Recorded data

%%

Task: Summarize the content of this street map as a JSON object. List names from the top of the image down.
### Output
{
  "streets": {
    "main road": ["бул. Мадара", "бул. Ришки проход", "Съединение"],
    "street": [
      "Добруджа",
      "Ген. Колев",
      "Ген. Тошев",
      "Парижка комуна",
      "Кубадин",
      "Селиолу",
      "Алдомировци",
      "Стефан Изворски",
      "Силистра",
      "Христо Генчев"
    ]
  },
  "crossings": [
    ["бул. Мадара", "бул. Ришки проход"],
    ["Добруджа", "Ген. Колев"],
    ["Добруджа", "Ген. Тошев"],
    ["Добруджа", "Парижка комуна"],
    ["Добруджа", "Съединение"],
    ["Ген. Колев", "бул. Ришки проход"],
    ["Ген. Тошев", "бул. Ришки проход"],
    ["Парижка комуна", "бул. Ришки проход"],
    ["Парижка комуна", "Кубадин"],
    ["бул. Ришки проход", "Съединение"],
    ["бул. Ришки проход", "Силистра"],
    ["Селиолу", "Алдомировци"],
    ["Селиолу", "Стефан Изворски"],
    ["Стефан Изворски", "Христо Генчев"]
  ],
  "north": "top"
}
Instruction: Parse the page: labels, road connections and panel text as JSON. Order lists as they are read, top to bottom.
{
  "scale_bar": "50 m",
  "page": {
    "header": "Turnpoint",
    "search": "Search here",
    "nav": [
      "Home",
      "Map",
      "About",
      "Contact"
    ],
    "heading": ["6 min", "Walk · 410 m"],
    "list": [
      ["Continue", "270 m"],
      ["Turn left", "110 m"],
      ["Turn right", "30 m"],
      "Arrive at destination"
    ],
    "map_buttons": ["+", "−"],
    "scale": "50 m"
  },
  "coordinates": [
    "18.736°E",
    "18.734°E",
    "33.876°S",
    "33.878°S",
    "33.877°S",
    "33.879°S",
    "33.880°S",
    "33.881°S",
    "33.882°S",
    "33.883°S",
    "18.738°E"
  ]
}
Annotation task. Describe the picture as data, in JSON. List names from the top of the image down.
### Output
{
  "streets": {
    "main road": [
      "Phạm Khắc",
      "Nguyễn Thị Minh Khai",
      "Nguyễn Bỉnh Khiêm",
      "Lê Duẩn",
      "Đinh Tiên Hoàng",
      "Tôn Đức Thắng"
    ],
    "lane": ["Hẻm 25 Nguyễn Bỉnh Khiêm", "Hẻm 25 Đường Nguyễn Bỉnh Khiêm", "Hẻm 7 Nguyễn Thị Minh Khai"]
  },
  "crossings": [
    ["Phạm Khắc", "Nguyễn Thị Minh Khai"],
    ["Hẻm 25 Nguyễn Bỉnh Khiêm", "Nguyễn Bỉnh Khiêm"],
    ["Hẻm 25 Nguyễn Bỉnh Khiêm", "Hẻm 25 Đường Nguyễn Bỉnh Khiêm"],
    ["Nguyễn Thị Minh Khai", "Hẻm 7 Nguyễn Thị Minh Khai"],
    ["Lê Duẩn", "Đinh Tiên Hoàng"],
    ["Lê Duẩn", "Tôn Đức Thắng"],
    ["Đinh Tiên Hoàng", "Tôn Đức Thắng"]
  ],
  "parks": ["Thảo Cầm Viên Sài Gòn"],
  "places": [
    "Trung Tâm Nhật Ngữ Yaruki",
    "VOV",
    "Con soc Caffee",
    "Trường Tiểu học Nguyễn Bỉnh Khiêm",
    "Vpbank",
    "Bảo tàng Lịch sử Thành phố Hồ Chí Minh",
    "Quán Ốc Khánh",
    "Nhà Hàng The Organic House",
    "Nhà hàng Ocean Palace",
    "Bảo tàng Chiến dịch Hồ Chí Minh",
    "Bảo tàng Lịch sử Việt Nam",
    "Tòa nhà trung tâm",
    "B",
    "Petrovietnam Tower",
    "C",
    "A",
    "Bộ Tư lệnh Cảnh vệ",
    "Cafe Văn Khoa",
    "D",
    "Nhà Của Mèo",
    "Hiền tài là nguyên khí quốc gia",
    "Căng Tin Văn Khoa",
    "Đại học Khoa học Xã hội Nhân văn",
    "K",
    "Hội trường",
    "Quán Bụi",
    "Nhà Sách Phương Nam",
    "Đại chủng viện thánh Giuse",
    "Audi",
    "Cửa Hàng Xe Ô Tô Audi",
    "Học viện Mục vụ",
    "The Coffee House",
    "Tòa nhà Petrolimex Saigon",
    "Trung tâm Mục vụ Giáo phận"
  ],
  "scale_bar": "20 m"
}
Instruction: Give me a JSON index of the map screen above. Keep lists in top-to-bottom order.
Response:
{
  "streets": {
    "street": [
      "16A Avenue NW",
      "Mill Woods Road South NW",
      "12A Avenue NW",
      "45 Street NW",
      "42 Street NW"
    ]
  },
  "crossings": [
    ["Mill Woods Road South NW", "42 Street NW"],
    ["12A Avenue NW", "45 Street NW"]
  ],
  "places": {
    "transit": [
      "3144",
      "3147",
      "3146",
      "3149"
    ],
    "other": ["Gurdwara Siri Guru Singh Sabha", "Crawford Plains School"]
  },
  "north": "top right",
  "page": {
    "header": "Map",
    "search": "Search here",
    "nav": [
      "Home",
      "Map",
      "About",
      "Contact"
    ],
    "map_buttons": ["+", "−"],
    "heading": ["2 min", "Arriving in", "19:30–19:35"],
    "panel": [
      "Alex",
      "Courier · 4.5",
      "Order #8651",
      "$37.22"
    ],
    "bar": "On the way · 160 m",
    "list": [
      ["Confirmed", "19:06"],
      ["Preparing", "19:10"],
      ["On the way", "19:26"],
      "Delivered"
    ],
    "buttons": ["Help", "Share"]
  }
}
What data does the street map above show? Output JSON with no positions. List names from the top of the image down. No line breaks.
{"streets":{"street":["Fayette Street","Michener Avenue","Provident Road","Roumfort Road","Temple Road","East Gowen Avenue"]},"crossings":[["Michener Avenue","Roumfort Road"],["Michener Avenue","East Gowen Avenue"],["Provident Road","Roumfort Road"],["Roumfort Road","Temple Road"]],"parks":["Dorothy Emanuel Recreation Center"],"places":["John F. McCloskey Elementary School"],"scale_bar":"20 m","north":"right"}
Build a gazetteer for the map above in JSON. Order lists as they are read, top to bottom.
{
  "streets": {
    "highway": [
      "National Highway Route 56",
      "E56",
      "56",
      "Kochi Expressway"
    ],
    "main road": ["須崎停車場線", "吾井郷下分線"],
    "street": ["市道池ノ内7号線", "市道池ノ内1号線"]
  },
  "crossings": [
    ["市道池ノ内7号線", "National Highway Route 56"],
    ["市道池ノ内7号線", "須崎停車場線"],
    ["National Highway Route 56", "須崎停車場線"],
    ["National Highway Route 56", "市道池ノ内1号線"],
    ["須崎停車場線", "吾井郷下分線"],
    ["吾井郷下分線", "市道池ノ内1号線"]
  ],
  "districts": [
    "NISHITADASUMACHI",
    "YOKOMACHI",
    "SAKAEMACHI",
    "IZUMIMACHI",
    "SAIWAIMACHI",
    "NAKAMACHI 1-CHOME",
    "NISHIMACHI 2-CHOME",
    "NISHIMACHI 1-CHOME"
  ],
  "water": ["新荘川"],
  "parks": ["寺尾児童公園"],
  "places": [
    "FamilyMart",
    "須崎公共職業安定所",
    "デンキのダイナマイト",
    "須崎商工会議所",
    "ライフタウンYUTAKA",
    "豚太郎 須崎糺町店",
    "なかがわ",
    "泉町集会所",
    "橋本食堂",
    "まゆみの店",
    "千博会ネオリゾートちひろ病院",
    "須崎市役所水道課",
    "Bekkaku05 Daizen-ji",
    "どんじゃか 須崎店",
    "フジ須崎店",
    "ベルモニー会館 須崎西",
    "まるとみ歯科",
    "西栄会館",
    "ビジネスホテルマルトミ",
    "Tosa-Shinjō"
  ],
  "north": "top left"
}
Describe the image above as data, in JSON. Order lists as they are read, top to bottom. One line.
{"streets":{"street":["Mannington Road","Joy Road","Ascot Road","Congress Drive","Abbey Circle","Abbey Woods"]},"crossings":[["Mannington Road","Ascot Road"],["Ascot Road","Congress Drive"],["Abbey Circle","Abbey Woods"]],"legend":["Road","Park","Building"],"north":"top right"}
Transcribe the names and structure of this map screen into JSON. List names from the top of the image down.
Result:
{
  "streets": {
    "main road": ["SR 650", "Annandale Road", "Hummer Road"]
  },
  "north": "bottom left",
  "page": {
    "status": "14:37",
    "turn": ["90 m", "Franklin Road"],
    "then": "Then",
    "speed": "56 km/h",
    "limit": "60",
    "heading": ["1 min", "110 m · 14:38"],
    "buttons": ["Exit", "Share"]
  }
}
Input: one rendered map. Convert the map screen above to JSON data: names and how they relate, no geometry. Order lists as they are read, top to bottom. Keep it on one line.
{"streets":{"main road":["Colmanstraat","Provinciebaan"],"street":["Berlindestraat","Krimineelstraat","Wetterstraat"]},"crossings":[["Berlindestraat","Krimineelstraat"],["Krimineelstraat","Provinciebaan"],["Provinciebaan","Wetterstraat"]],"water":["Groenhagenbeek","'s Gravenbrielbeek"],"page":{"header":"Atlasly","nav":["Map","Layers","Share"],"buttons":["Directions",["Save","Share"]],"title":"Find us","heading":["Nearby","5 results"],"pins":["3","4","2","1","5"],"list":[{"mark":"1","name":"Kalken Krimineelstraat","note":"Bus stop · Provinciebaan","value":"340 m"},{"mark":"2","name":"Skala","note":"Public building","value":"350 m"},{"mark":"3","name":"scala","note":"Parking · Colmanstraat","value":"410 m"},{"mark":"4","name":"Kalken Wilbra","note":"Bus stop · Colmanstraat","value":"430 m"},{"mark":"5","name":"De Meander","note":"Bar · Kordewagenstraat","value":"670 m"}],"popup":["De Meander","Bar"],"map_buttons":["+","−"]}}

%%

AIM OF THE EXERCISE: Look over the records above and filter for each line with the word "Изворски".

WRITTEN RESPONSE:
      "Стефан Изворски",
    ["Селиолу", "Стефан Изворски"],
    ["Стефан Изворски", "Христо Генчев"]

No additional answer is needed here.